• [Instructions for the task]: In the listing below, find every line with the string "Harris" and pull it out.

============================================================

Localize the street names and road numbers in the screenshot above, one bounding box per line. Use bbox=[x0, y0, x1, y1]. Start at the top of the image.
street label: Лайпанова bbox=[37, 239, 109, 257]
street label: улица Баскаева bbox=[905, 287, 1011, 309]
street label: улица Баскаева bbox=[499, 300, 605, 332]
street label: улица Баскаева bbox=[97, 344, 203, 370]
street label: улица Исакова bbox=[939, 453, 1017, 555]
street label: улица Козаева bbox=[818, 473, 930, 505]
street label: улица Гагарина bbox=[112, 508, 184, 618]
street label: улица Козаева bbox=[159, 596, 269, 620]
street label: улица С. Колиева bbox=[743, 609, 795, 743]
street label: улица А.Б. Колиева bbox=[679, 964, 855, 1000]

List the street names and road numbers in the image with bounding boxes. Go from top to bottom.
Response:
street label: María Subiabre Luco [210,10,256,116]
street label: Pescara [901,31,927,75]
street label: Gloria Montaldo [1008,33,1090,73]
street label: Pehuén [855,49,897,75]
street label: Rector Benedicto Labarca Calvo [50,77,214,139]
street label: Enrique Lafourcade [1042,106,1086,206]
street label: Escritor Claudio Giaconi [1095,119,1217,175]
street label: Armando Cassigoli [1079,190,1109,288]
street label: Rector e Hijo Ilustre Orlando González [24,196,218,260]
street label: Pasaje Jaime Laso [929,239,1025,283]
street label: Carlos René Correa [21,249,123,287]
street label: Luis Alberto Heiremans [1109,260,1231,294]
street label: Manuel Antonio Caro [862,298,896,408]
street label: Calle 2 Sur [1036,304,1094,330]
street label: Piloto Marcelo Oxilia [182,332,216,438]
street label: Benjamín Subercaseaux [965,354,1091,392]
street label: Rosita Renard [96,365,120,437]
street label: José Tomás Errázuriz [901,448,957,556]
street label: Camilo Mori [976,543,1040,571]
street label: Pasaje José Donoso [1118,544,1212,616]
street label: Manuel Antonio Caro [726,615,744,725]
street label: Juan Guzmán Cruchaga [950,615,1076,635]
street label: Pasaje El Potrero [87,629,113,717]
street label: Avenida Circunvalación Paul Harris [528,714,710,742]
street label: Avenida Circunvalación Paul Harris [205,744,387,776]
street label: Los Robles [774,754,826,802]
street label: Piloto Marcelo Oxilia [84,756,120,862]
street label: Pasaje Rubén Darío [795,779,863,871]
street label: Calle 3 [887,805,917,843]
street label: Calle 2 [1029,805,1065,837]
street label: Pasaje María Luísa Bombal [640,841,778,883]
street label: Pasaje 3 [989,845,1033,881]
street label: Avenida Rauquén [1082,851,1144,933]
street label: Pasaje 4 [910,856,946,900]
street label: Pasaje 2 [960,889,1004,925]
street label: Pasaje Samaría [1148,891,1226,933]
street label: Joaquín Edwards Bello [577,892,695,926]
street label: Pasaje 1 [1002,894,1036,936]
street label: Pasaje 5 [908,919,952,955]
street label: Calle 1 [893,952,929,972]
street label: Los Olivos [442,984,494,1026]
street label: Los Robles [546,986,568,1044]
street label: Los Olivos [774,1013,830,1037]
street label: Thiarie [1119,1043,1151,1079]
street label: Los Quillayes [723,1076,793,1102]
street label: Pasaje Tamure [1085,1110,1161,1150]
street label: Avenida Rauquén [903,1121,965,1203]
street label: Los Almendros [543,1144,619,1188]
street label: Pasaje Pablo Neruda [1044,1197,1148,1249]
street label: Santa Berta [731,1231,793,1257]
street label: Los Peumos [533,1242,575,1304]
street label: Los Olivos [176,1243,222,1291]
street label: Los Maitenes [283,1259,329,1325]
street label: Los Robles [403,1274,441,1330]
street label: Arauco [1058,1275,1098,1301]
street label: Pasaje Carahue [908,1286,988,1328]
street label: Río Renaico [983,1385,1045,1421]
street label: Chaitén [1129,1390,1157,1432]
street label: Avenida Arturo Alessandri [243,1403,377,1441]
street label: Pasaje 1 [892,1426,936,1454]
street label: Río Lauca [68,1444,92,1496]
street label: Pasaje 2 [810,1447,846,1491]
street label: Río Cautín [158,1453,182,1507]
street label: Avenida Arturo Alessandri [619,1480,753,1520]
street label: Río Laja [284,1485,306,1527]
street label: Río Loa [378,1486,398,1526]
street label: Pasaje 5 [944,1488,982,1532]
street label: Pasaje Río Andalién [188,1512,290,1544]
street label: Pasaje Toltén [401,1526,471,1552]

============================================================

• [Completed exercise]:
street label: Avenida Circunvalación Paul Harris [528,714,710,742]
street label: Avenida Circunvalación Paul Harris [205,744,387,776]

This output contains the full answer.